Darius Cobb, Ben McLemore's former AAU coach, told USA Today that he accepted money intended to steer Ben McLemore to agent Rodney Blackstock. Cobb says he took two payments of about $5,000 and also accepted three paid trips to Los Angeles. He also alleged that one of McLemore's cousins accompanied him to Los Angeles.
The two big questions everyone has (or should have) are "is McLemore in trouble" and "is KU in trouble?" The answers are no and maybe.
First as to McLemore, Cobb says that McLemore had no knowledge that he accepted any money from Blackstock, and even more importantly McLemore is not an NCAA athlete anymore so there's nothing the NCAA can do to him.
As for Kansas, let's take another trip into the wonderful world of the NCAA bylaws.
Rule 188.8.131.52 states (emphasis mine):
An individual shall be ineligible per Bylaw 12.3.1 if he or she (or his or her relatives or friends) accepts transportation or other benefits from:
(a) Any person who represents any individual in the marketing of his or her athletics ability. The receipt of such expenses constitutes compensation based on athletics skill and is an extra benefit not available to the student body in general
Even though McLemore had no idea Blackstock accepted money (or if his cousin did indeed go to LA, that as well) he would still be ineligible from that moment because of Bylaw 12.3.1. Further troubling is a separate allegation in the USA Today article that Blackstock paid for a birthday party for McLemore, which falls under the same umbrella of providing benefits.
What is supposed to happen in this situation is that Kansas, as soon as it finds out about the situation, is supposed to declare McLemore ineligible and then apply to have him reinstated. But with KU not knowing about it and thus unable to declare him eligible, I doubt anything happens. Bottom line is situations such as this happen with every good NBA level player every year, and it is nearly impossible to police everything. The NCAA could vacate wins if they decided there was enough evidence that McLemore and Kansas knew of the payments, but with the set of facts we have it is unlikely anything happens.

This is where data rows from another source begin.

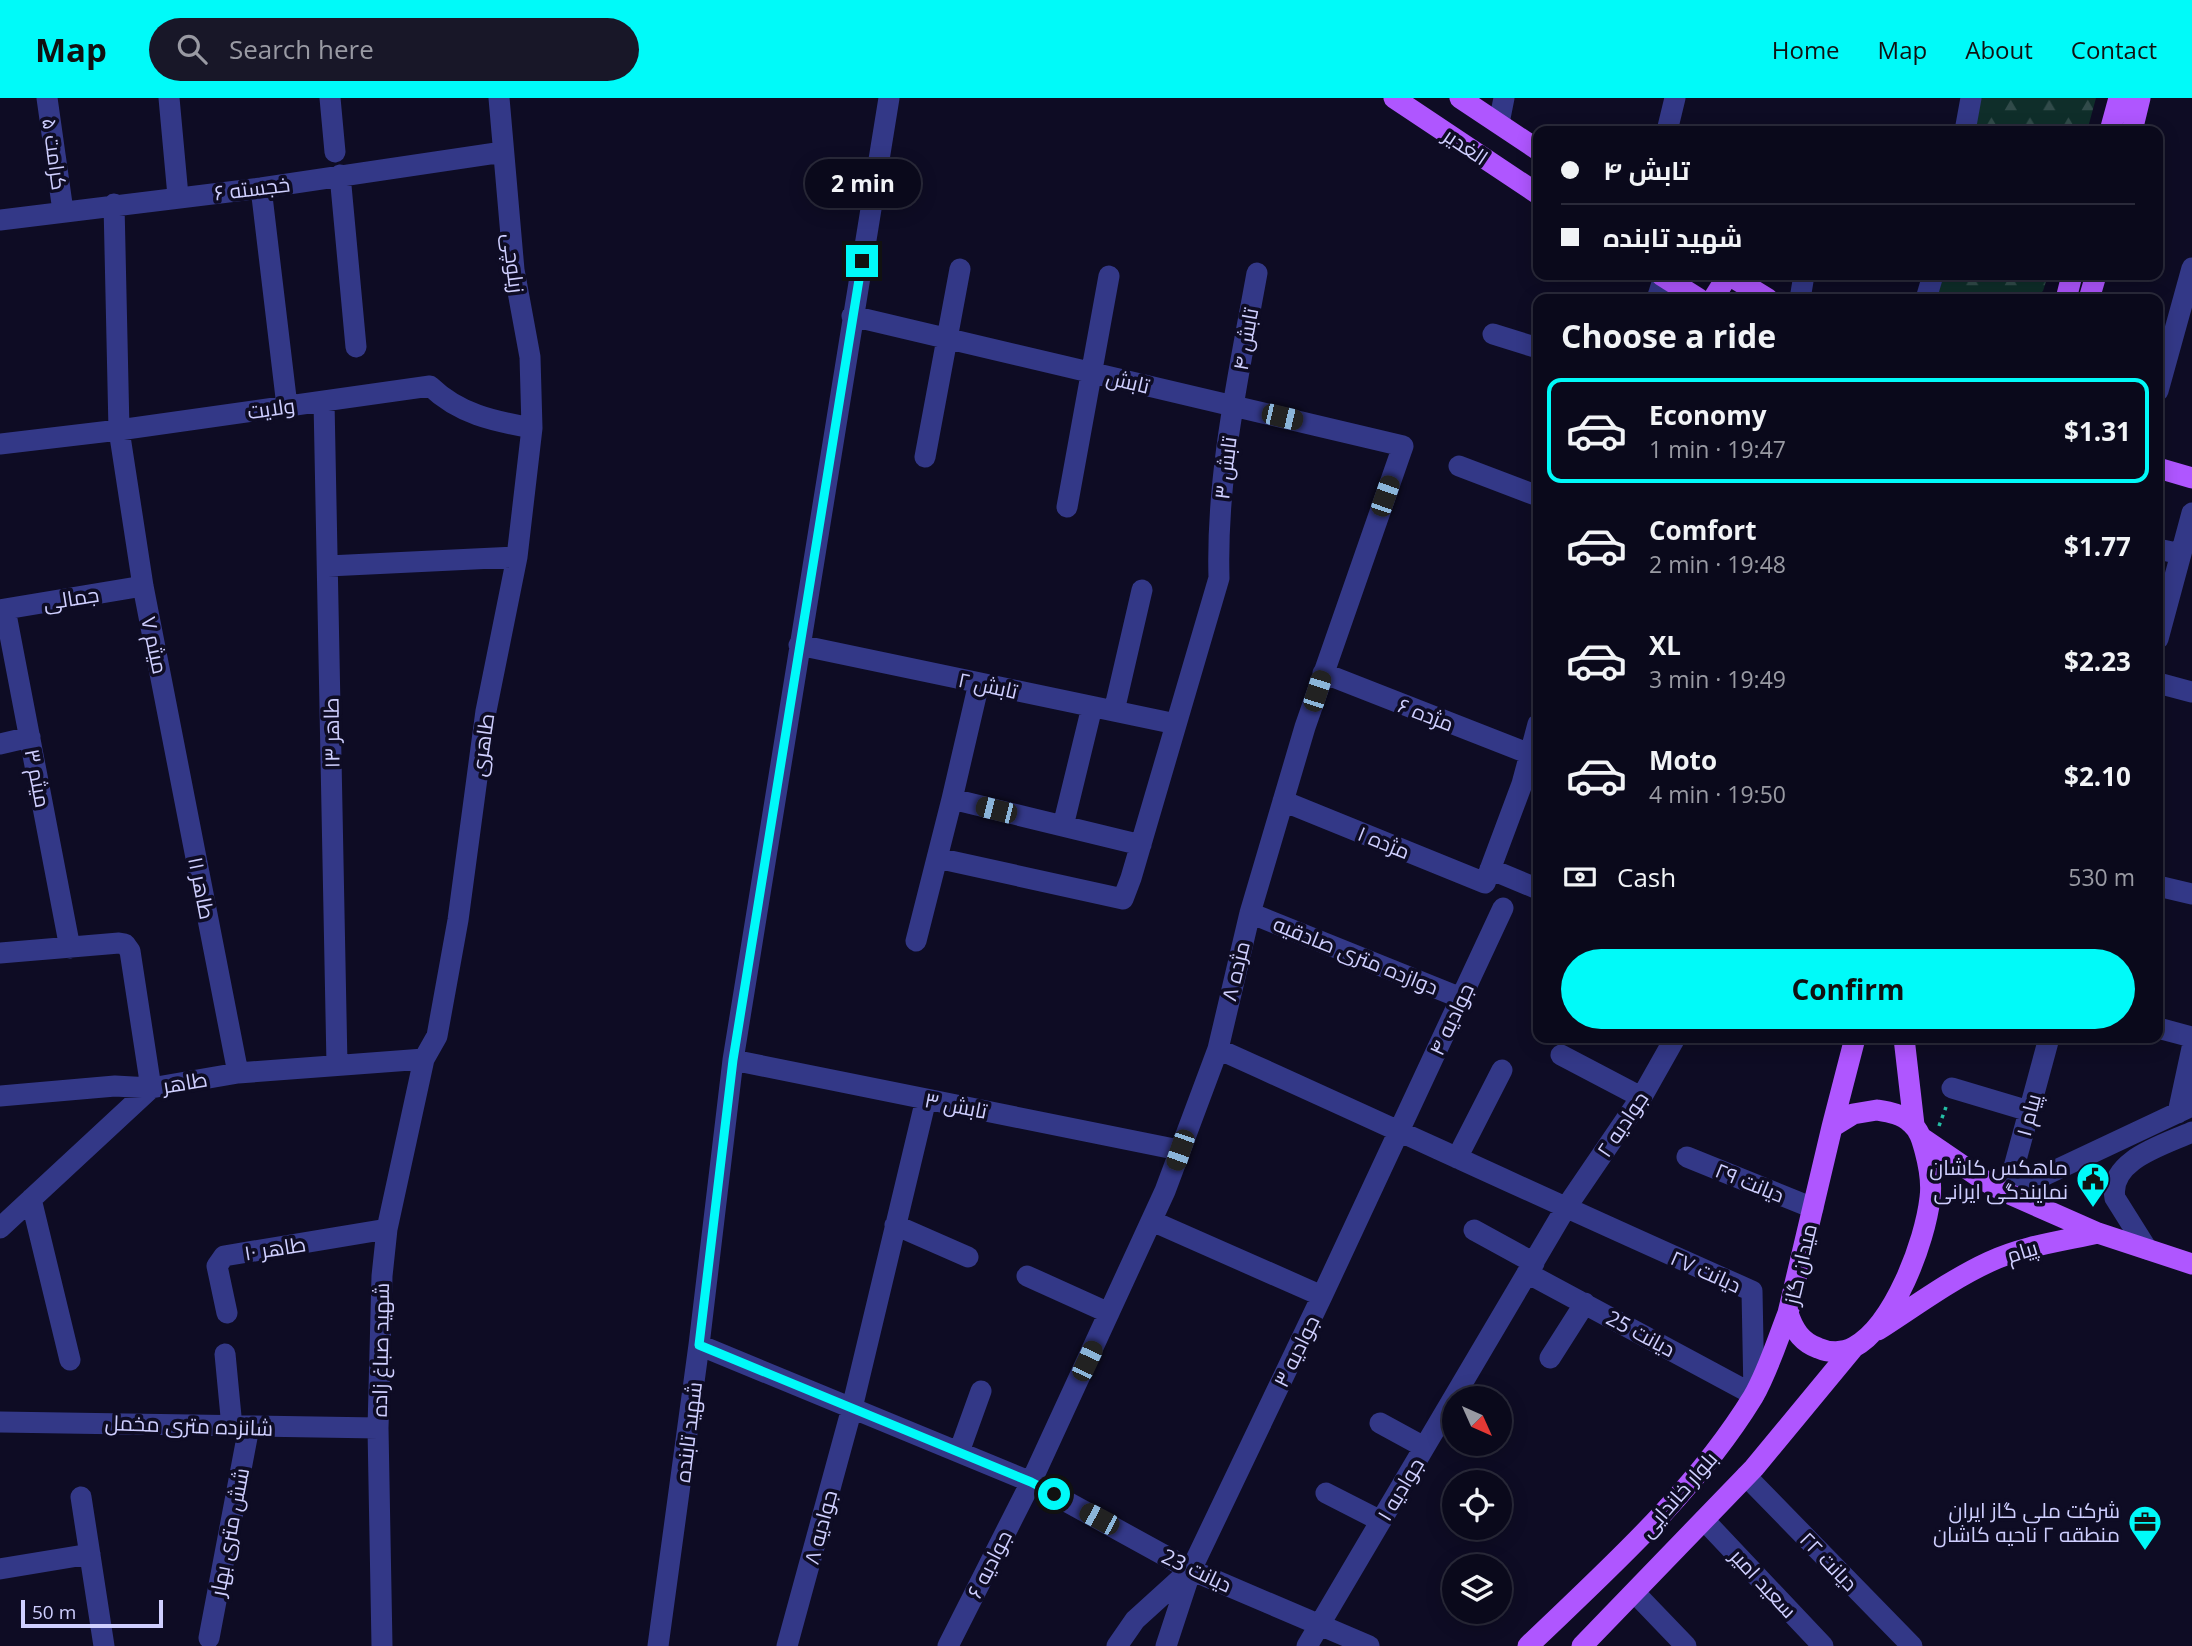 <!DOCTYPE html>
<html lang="en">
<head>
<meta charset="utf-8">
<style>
  :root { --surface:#0a091b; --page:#181728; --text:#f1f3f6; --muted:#999aa3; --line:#2a2a3a; --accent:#00faf9 }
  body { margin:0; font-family:"Open Sans",Cairo,sans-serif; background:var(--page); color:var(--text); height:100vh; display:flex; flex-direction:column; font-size:26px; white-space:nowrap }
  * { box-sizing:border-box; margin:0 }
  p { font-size:23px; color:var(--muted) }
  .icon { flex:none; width:38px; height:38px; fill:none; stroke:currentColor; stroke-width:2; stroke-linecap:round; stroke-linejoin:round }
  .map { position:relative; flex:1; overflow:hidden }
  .sheet { position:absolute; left:1533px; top:196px; width:630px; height:749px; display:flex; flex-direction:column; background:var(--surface); border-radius:14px; box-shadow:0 4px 18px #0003,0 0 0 2px var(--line) }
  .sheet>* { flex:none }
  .top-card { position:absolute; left:1533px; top:28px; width:630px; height:154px; border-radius:14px; box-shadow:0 4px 18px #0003,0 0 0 2px var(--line); display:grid; align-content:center; height:154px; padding:0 28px; background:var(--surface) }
  .needle { width:46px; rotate:135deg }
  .tools { position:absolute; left:1442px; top:1288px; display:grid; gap:14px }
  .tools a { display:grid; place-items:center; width:70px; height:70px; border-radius:50%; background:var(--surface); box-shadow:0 4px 18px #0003,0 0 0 2px var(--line); font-size:35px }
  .scale { position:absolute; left:21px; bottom:18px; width:142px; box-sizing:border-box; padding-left:7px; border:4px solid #cfcfff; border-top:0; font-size:19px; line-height:24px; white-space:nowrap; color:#cfcfff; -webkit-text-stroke:5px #0e0c24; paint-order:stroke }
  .end { position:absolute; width:32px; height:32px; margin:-16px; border:9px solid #00faf9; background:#111; box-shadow:0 0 0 4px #111 }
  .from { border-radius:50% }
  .bubble { position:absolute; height:49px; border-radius:24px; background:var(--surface); box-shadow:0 4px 18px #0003,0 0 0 2px var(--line); font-size:23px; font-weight:700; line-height:49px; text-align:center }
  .car { position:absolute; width:21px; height:42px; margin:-21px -10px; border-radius:9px; box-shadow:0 0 5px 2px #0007; background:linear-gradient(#222 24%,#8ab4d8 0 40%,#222 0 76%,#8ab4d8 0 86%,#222 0) }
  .top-card b { display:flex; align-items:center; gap:24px; height:66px; font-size:26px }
  .top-card b+b { border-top:2px solid var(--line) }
  .top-card i { width:18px; height:18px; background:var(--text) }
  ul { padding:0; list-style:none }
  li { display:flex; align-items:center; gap:21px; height:105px; margin:0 14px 10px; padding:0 14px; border:4px solid transparent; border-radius:14px }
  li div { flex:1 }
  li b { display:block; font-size:26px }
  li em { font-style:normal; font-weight:700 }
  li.active { border-color:var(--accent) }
  li>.icon { width:63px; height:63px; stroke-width:1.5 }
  h2 { padding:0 28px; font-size:32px; line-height:84px }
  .pay { display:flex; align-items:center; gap:18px; height:77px; padding:0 28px; font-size:26px }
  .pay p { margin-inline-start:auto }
  .primary-button { display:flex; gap:14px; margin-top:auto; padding:14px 28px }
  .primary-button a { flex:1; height:80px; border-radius:42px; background:var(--accent); color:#111; font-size:28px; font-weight:700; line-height:80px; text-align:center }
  header { display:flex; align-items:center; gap:42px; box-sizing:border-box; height:98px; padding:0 35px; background:var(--accent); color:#111 }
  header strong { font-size:33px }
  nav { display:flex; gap:38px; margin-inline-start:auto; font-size:24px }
  .search { width:490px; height:63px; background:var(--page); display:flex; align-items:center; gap:18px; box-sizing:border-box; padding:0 24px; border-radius:38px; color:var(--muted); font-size:26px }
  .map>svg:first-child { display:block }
</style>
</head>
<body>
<header>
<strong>Map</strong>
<div class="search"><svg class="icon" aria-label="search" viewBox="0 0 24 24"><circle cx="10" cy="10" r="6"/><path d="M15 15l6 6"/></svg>Search here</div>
<nav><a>Home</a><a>Map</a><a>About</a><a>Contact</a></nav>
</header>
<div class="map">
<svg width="2192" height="1548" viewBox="0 0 2192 1548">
  <defs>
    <pattern id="forest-firs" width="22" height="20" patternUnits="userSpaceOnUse" patternTransform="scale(1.75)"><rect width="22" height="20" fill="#0f2e2a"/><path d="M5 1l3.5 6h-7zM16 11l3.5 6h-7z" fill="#314b4a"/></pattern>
  </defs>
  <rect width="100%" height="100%" fill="#0e0c24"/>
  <path fill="url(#forest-firs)" d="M1979,0h117l-9,33h-115z
    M1943,177h105l-5,16 -9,8h-97z"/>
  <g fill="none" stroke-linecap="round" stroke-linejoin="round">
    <path stroke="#24bea5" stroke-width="3.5" stroke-dasharray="3.5 5" stroke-linecap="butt" d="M1939,1028l7,-19"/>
    <path stroke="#333887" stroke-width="21" d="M47,0l16,113
      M169,0l9,98
      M330,0l5,54
      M1499,25l5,-25
      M1667,33l8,-33
      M1965,33l6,-33
      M340,77l16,172
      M261,90l26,218
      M114,106l5,226 24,156 95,487
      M0,122l261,-32 242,-36
      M1657,201l7,-22
      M1800,201l4,-24
      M1926,201l7,-24
      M852,218l551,130 -98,281 -55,186 -32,136 -53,142 -134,291 -83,164
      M1493,236l45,14
      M2158,293l34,-123
      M324,303l13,664
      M0,346l119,-14 311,-44c29,28 63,35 102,42
      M925,359l35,-188
      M1459,368l79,30
      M1067,409l42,-231
      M2158,451l23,5
      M328,468l189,-9
      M5,511l65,339
      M0,512l143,-24
      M2158,541l34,-126
      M799,547l377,79
      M1323,575l207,81
      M2158,585l34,9
      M1114,613l28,-121
      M0,646l30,-7
      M952,701l189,46
      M1283,703l202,82 37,-99 16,-60
      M1063,728l29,-119
      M937,760l186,41 8,-21 88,-300c-3,-103 20,-205 38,-305
      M1490,771l48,20
      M2158,788l34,8
      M1250,815l211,85
      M916,843l36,-142 27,-116
      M0,855l119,-10 6,1 5,7 21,137 -36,-2 -115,10
      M2158,930l34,9
      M1218,951c178,80 355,163 534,242l2,104
      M1561,957l80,42
      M733,962l446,90
      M1952,990l77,23
      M2178,1015l14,-65
      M1687,1059l126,51
      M1457,1060l45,-88
      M2007,1095l185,-87
      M2007,1095l42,-155
      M31,1101l39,161
      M1152,1123l170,75
      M895,1127l73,32
      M0,1130l151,-140 87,-15 186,-14
      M1474,1132l60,33
      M2147,1151l-32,-51c-7,-38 49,-53 77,-66
      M1527,1175l227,122
      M1027,1178l82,37
      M227,1215l-10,-47 7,-10 163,-27
      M699,1247l332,137 160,88 178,76
      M225,1256l7,73
      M1550,1260l35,-55
      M0,1324l378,6
      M1380,1325l44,24
      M959,1354l22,-61
      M1746,1378l166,170
      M1326,1395l55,28
      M81,1399l23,149
      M1704,1422l119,126
      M0,1471l90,-15
      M1635,1495l51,53
      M209,1540l40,-211
      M382,1548l-4,-218 4,-152 5,-47 37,-170 13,-23 21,-116 28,-209 31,-154 15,-129 -2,-71 -16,-87 -15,-172
      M658,1548l41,-301 34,-285 156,-962
      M787,1548l65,-238 74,-309
      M1117,1548l18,-26 54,-49
      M1166,1548l25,-76 131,-274 181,-388
      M1307,1548l258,-437 79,-116 31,-55"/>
    <path stroke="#af56ff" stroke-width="21" d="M1394,0l144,96
      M1460,0l78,52
      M2110,33l9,-33
      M2132,33l8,-33
      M1661,177l38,24
      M1729,177l39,24
      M1713,201l15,-24
      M2066,201l6,-24
      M2089,201l7,-24
      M2158,370l34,10
      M1904,940l10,87
      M1877,1012c12,2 25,4 34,13 9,8 11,17 14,28 4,15 7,32 5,47 -5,44 -36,127 -76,149 -11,6 -25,6 -36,1 -17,-6 -25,-19 -30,-35l44,-186 21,-13z
      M1832,1029l23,-89
      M1922,1040l63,43 22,12 91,40 94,31
      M1878,1232c36,-23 72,-50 111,-68 34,-16 73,-21 109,-29
      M1528,1548c81,-78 166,-153 225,-249 15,-26 24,-56 35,-84
      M1582,1548l172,-178 100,-121"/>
  </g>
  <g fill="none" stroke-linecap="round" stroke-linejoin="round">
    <path stroke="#00faf9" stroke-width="9" d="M862,163l-129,799 -34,285 332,137 23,12"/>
  </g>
  <defs>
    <symbol id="civic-pin" viewBox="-11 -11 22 30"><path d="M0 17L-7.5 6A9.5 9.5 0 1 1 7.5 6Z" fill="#00faf9" stroke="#0e0c24"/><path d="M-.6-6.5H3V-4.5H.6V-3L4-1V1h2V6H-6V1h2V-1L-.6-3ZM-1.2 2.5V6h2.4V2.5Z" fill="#111"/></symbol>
    <symbol id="office-pin" viewBox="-11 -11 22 30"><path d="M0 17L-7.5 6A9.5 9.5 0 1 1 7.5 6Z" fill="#00faf9" stroke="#0e0c24"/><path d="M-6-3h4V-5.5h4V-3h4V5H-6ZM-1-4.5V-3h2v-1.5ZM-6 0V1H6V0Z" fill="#111"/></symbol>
  </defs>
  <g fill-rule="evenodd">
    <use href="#civic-pin" x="2074" y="1062" width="38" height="52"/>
    <use href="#office-pin" x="2126" y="1405" width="38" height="52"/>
  </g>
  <g text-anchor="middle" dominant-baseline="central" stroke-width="7" stroke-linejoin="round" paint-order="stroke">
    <g font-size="21" fill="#cfcfff" stroke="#0e0c24">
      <text transform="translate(1466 48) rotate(34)">الغدیر</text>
      <text transform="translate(55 56) rotate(82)">کرامت ۵</text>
      <text transform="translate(252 90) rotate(-7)">خجسته ۶</text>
      <text transform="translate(514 165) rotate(83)">زیلوچی</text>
      <text transform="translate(1245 241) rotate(-80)">تابش ۴</text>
      <text transform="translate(1128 283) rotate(13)">تابش</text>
      <text transform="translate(271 310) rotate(-8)">ولایت</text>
      <text transform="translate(1225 370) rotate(-83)">تابش ۳</text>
      <text transform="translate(71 500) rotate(-9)">جمالی</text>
      <text transform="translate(155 547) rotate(78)">میثم ۷</text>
      <text transform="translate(988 587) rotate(12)">تابش ۲</text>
      <text transform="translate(1426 616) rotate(21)">مژده ۶</text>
      <text transform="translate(331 635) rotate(-91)">طاهر ۱۳</text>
      <text transform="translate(482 647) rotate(-82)">طاهری</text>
      <text transform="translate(38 680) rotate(79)">میثم ۳</text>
      <text transform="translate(1384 744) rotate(22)">مژده ۱</text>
      <text transform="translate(202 790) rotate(79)">طاهر ۱۱</text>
      <text transform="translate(1356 857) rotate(22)">دوازده متری صادقیه</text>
      <text transform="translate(1235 873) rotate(-76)">مژده ۸</text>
      <text transform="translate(1451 921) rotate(-65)">جوادیه ۴</text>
      <text transform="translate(185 984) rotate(-9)">طاهر</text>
      <text transform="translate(956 1007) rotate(11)">تابش ۳</text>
      <text transform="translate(2028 1017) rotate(-75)">پیام ۱</text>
      <text transform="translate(1622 1026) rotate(-56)">جوادیه ۲</text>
      <text transform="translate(1750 1084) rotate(22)">دیانت ۲۹</text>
      <text transform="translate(275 1150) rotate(-9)">طاهر ۱۰</text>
      <text transform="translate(2022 1153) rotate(-17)">پیام</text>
      <text transform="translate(1800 1166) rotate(-77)">میدان گاز</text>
      <text transform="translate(1706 1173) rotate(24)">دیانت ۲۷</text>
      <text transform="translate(1641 1235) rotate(28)">دیانت 25</text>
      <text transform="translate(380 1252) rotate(-89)">شهید صباغ زاده</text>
      <text transform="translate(1296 1253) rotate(-64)">جوادیه ۳</text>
      <text transform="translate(189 1327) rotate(2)">شانزده متری مخمل</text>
      <text transform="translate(688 1334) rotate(-83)">شهید تابنده</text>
      <text transform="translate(1400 1391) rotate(-59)">جوادیه ۱</text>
      <text transform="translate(1678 1396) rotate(-49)">بلوار خاندایی</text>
      <text transform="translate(820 1429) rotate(-75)">جوادیه ۸</text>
      <text transform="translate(229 1434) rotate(-79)">شش متری بهار</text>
      <text transform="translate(1829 1463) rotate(46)">دیانت ۲۲</text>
      <text transform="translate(989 1466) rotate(-63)">جوادیه ۶</text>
      <text transform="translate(1197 1472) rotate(25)">دیانت 23</text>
      <text transform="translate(1764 1485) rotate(47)">سعید امیر</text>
    </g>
    <g font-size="21" fill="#cfcfff" stroke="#0e0c24" text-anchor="end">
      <text x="2068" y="1069">ماهکس کاشان<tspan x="2068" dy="24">نمایندگی ایرانی</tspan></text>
      <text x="2120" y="1412">شرکت ملی گاز ایران<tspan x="2120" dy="24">منطقه ۲ ناحیه کاشان</tspan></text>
    </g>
  </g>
</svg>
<div class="tools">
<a><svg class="needle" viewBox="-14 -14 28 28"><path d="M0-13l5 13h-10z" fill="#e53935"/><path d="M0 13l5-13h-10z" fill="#999aa3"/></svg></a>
<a><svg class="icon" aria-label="locate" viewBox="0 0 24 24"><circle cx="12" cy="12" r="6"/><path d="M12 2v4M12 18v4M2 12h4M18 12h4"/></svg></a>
<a><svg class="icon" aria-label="layers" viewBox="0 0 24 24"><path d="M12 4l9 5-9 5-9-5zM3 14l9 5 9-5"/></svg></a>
</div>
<div class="scale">50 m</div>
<i class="end from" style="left:1054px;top:1396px"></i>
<i class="end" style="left:862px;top:163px"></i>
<div class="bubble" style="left:805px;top:61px;width:116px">2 min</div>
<i class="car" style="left:1282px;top:319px;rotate:103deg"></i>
<i class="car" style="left:1385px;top:398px;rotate:19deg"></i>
<i class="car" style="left:1317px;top:593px;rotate:18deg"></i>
<i class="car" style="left:996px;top:712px;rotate:284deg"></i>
<i class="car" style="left:1180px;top:1052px;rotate:199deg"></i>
<i class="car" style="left:1087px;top:1263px;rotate:25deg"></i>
<i class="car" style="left:1099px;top:1421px;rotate:298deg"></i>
<div class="top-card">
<b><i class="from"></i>تابش ۴</b>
<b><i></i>شهید تابنده</b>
</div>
<section class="sheet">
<h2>Choose a ride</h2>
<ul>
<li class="active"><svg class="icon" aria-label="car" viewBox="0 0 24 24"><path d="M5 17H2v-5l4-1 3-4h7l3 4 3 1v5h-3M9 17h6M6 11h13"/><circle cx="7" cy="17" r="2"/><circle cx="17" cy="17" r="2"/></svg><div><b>Economy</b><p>1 min · 19:47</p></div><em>$1.31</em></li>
<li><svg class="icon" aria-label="car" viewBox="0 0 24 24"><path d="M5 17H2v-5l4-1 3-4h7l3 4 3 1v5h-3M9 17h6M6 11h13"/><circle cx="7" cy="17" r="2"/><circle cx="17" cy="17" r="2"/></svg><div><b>Comfort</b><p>2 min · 19:48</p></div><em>$1.77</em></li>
<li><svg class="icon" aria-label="car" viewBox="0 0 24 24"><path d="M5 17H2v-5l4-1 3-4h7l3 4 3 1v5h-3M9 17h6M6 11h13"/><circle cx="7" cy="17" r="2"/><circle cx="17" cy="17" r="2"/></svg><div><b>XL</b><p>3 min · 19:49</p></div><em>$2.23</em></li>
<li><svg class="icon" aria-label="car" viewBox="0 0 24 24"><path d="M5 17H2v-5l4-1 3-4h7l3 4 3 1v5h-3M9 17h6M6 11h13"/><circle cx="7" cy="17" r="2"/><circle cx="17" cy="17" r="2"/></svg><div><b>Moto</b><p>4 min · 19:50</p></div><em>$2.10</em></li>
</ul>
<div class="pay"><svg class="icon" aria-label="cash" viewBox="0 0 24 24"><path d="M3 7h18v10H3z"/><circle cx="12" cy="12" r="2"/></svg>Cash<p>530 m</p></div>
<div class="primary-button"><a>Confirm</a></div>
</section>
</div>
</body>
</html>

Unless McLemore's former AAU coach has mountains of evidence or the agent talks to the NCAA I think KU is probably safe.
(minor edit here: John Infante makes a good point that because Blackstock was on McLemore's complimentary ticket list multiple times he probably should have known about his involvement. It could have just been a case of his mom or cousin or whomever telling him to leave tickets for a friend who happened to be Blackstock and McLemore did it no questions asked, but it could present a problem should the NCAA investigation get that far. As I say above though, I doubt it does without the agent talking or mountains of documentation emerging.)
Last note, as to why the AAU coach decided to tell about it now, reading between the lines it seems pretty obvious that the guy has fallen on hard times monetarily and probably was cut off by the McLemore camp, so he decided to go scorched earth on them, whether they are true or not. The ironic thing, of course, is that by doing this he's greatly diminishing the chances that agents will offer him things in the future.